◆ **Data shown**:
# # #

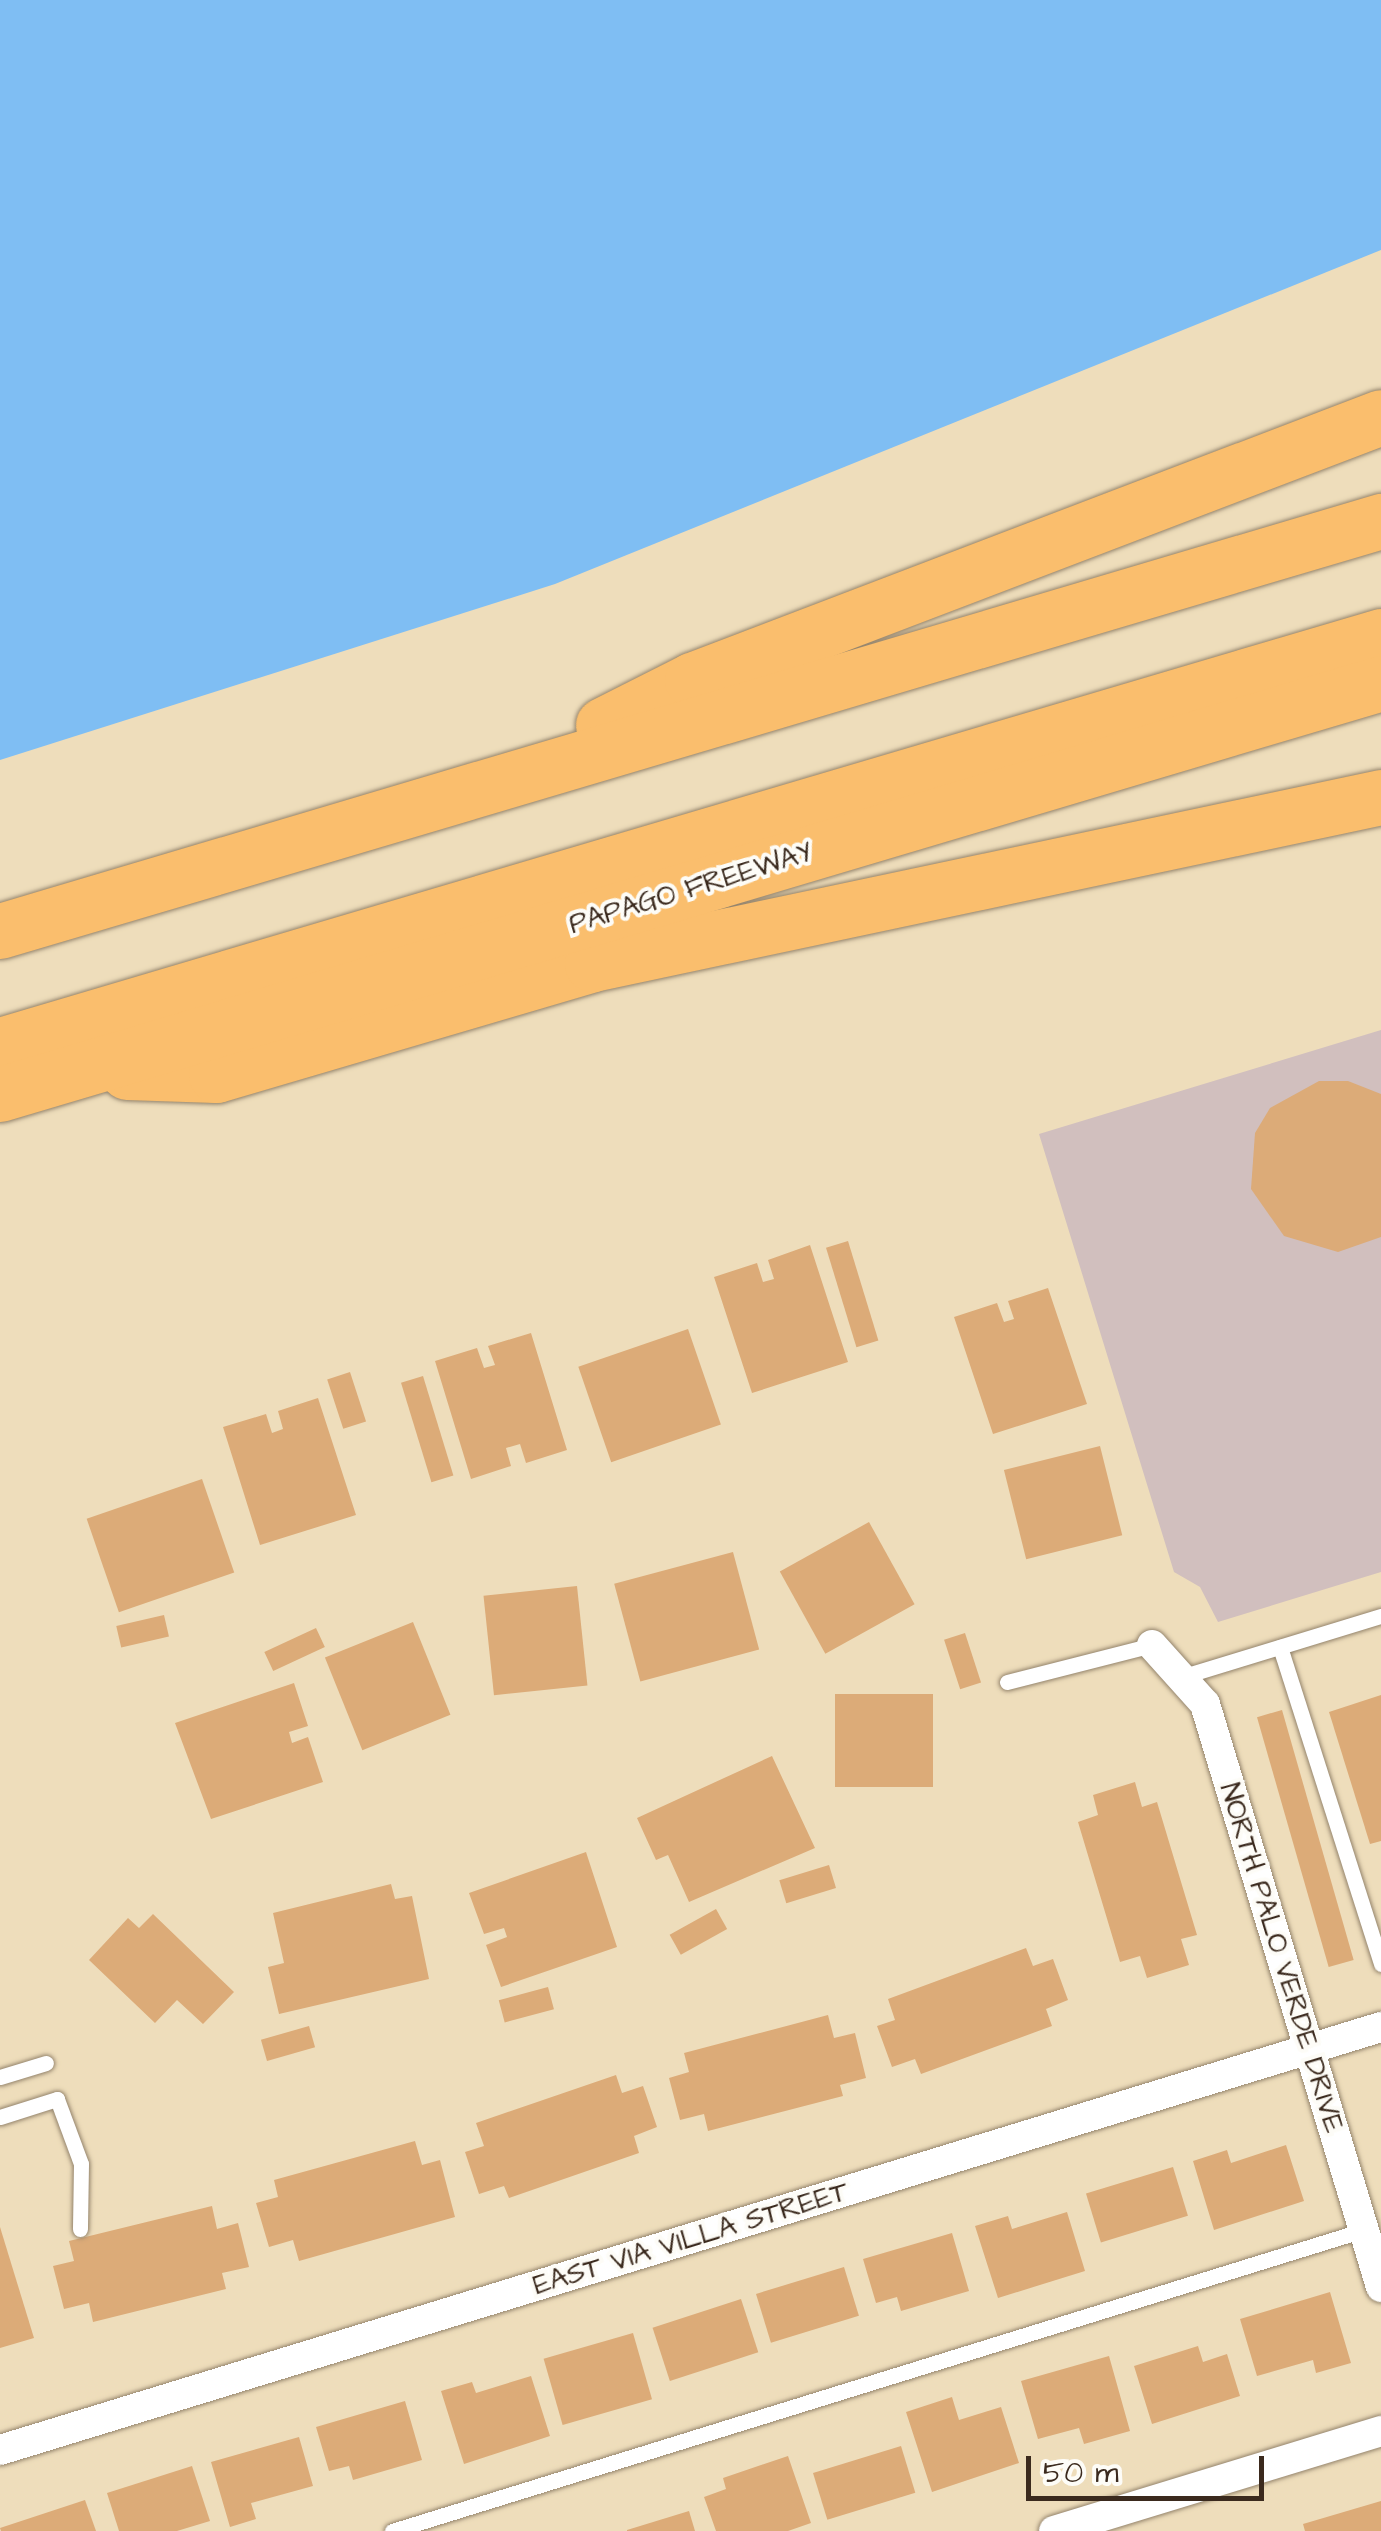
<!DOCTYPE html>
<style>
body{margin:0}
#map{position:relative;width:1381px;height:2531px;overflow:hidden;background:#edb;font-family:"Architects Daughter",sans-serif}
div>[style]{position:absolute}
.industrial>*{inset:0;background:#d1bfbe}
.water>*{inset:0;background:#7fbef3}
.building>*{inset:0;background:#dcab78;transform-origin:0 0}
.roads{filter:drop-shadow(0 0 2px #94846c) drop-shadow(0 0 2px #94846c)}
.lane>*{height:15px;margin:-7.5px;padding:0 7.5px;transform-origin:7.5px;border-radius:7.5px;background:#fff}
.street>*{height:30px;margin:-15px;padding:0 15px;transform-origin:15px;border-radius:15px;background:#fff}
.highway>*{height:55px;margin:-27.5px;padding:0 27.5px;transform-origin:27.5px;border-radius:27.5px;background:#fabe6d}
span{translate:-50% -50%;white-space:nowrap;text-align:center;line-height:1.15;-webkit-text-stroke:8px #fdfcf7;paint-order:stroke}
.street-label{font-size:28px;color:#3b2a1e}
.scale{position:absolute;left:1026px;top:2456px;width:238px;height:45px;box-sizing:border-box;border:5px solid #3b2a1e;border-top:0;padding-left:12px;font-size:30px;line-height:35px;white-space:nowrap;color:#3b2a1e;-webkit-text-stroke:8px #fdfcf7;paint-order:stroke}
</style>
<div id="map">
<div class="industrial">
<i style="clip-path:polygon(1381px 1030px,1381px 1572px,1218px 1622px,1200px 1587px,1174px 1572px,1039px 1134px)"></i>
</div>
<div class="water">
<i style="clip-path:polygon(0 0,1381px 0,1381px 250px,555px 584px,0 760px)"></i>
</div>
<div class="building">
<i style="clip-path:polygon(1319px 1081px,1348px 1081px,1381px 1094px,1381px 1237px,1338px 1252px,1284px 1236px,1251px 1189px,1255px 1133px,1270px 1108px)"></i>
<i style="left:848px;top:1241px;width:104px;height:23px;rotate:73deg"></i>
<i style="clip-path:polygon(810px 1245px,848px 1362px,752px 1393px,714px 1277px,757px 1263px,763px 1282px,774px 1279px,768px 1260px)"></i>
<i style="clip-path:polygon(1048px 1288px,1087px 1404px,993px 1434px,954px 1317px,997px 1303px,1004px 1322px,1014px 1319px,1008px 1301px)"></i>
<i style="left:688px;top:1329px;width:101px;height:116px;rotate:71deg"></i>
<i style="clip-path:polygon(531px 1333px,567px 1450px,526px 1463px,520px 1444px,506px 1448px,511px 1466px,471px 1479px,435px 1361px,477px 1348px,484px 1368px,495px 1365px,488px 1346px)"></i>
<i style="left:350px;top:1372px;width:52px;height:24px;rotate:72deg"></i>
<i style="left:423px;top:1376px;width:104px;height:23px;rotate:73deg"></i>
<i style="clip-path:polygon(318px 1398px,356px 1515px,260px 1545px,223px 1427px,266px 1414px,272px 1433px,283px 1429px,278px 1411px)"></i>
<i style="left:1100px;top:1446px;width:92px;height:99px;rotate:76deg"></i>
<i style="left:202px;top:1479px;width:99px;height:122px;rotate:71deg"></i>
<i style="left:869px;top:1522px;width:94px;height:102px;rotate:61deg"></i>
<i style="left:733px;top:1552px;width:101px;height:123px;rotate:75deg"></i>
<i style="left:577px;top:1586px;width:100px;height:94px;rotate:84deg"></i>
<i style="left:164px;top:1615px;width:22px;height:49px;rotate:77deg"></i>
<i style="left:413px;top:1622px;width:100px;height:95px;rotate:68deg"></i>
<i style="left:316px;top:1628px;width:21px;height:57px;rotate:65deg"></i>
<i style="left:965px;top:1633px;width:52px;height:22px;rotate:72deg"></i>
<i style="clip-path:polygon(294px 1683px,308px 1726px,289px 1732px,292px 1743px,308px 1737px,323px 1782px,211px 1819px,175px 1723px)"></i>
<i style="left:835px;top:1694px;width:98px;height:93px"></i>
<i style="clip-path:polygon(1381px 1695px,1381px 1841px,1370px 1844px,1329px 1712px)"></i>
<i style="left:1282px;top:1710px;width:260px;height:26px;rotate:74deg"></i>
<i style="clip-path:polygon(772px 1756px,815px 1848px,689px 1902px,668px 1855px,656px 1860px,637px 1818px)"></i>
<i style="clip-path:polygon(1135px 1782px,1142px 1807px,1157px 1802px,1197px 1935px,1181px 1939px,1189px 1965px,1147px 1978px,1140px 1956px,1120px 1962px,1078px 1822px,1098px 1815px,1093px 1795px)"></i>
<i style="clip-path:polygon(586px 1852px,617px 1947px,501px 1987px,486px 1945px,507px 1937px,504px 1928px,484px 1934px,469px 1893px)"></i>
<i style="left:829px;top:1865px;width:24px;height:52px;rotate:73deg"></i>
<i style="clip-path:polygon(391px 1884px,395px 1899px,412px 1896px,429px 1979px,279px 2014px,268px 1967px,284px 1963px,273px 1913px)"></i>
<i style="left:716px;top:1909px;width:23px;height:53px;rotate:61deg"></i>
<i style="clip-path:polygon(153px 1914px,234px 1992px,203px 2024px,177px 2000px,155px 2023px,89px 1960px,128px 1918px,139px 1928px)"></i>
<i style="clip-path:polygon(1026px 1948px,1033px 1966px,1053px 1959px,1068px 2000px,1046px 2009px,1052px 2026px,921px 2074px,915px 2059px,892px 2067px,877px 2026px,895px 2020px,888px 1999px)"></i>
<i style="left:548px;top:1987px;width:23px;height:51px;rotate:75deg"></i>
<i style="clip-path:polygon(828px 2015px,834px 2038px,855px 2033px,866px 2078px,840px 2085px,843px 2096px,708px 2131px,704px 2114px,680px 2120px,669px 2078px,689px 2072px,684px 2053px)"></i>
<i style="left:309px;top:2026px;width:22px;height:50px;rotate:74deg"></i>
<i style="clip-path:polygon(616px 2075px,622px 2093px,643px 2086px,657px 2127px,634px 2136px,639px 2153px,509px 2198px,504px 2186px,479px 2194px,465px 2152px,484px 2146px,476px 2123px)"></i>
<i style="clip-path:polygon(415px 2141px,422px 2165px,440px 2160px,455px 2217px,299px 2261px,293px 2240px,269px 2247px,256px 2203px,278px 2197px,274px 2180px)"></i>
<i style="clip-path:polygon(1286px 2145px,1304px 2201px,1214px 2230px,1193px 2161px,1227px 2150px,1231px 2163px)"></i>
<i style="left:1173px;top:2167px;width:51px;height:91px;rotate:73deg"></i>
<i style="clip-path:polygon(212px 2206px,217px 2229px,238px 2223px,249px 2267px,222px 2273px,226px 2289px,93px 2322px,89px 2303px,64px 2309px,53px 2266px,74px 2261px,69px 2241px)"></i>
<i style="clip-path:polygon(1067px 2212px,1085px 2271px,998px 2298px,975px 2226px,1008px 2216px,1012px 2229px)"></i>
<i style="clip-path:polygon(0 2227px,34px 2338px,0 2348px)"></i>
<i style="clip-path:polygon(952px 2233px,969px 2291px,901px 2311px,897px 2297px,876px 2303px,863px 2259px)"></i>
<i style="left:844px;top:2267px;width:51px;height:92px;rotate:73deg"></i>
<i style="clip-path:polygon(1330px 2292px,1351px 2363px,1316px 2373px,1313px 2360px,1257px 2376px,1240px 2319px)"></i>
<i style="left:741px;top:2299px;width:56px;height:93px;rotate:72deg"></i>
<i style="left:633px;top:2333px;width:69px;height:93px;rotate:74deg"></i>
<i style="clip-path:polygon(1198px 2346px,1203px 2362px,1227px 2354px,1240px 2396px,1152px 2424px,1134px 2366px)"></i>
<i style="clip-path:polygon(1109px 2356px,1130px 2431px,1084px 2444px,1079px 2428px,1038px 2439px,1021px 2381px)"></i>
<i style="clip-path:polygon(531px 2376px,550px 2436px,464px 2464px,441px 2391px,472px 2382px,476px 2393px)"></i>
<i style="clip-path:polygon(952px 2397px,959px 2420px,1001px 2407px,1019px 2463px,932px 2492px,906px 2412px)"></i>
<i style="clip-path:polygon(405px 2401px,422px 2460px,353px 2480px,349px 2466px,329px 2471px,316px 2427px)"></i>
<i style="clip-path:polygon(299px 2437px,313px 2486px,251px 2503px,256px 2519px,230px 2527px,211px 2462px)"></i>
<i style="left:901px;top:2446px;width:49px;height:92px;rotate:73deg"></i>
<i style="clip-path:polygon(788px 2456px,811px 2523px,788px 2531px,716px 2531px,704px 2497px,726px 2489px,723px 2478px)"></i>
<i style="clip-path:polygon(192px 2466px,210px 2521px,177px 2531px,119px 2531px,107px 2493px)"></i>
<i style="clip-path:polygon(85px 2500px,96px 2531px,1px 2531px,0 2528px)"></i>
<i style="clip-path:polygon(1381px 2501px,1381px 2531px,1305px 2531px,1303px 2524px)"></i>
<i style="clip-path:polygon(689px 2511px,695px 2531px,627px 2531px,627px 2530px)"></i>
</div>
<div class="roads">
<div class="lane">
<i style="left:1280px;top:1647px;width:333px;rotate:72.3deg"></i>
<i style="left:1181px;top:1677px;width:209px;rotate:-17deg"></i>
<i style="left:1007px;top:1682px;width:150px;rotate:-14.3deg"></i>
<i style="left:0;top:2077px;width:48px;rotate:-16.9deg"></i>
<i style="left:0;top:2117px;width:60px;rotate:-17.5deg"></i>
<i style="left:57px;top:2099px;width:69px;rotate:69.7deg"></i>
<i style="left:81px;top:2164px;width:65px;rotate:90.9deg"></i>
<i style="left:392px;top:2531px;width:1018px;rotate:-17.21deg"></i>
</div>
<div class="street">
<i style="left:1152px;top:1645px;width:79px;rotate:48.1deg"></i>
<i style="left:1205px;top:1704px;width:609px;rotate:73.2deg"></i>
<i style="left:0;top:2450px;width:1444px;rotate:-17.03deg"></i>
<i style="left:1054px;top:2531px;width:342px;rotate:-17deg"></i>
</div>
<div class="highway">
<i style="left:603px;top:725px;width:100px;rotate:-26.8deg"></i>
<i style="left:692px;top:680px;width:737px;rotate:-20.89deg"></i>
<i style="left:0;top:931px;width:1441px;rotate:-16.54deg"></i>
<i style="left:0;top:1045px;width:1440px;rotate:-16.5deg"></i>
<i style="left:127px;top:1072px;width:89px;rotate:1.9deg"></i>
<i style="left:216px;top:1075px;width:392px;rotate:-16.4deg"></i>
<i style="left:592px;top:964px;width:806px;rotate:-11.95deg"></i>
<i style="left:0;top:1094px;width:1441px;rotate:-16.57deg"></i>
</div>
</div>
<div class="street-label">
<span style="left:691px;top:889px;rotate:-17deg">PAPAGO FREEWAY</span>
<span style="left:1281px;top:1958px;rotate:73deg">NORTH PALO VERDE DRIVE</span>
<span style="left:691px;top:2239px;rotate:-17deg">EAST VIA VILLA STREET</span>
</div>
<div class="scale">50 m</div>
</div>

# # #

Go through the lines above and copy any that contain "lane".

.lane>*{height:15px;margin:-7.5px;padding:0 7.5px;transform-origin:7.5px;border-radius:7.5px;background:#fff}
<div class="lane">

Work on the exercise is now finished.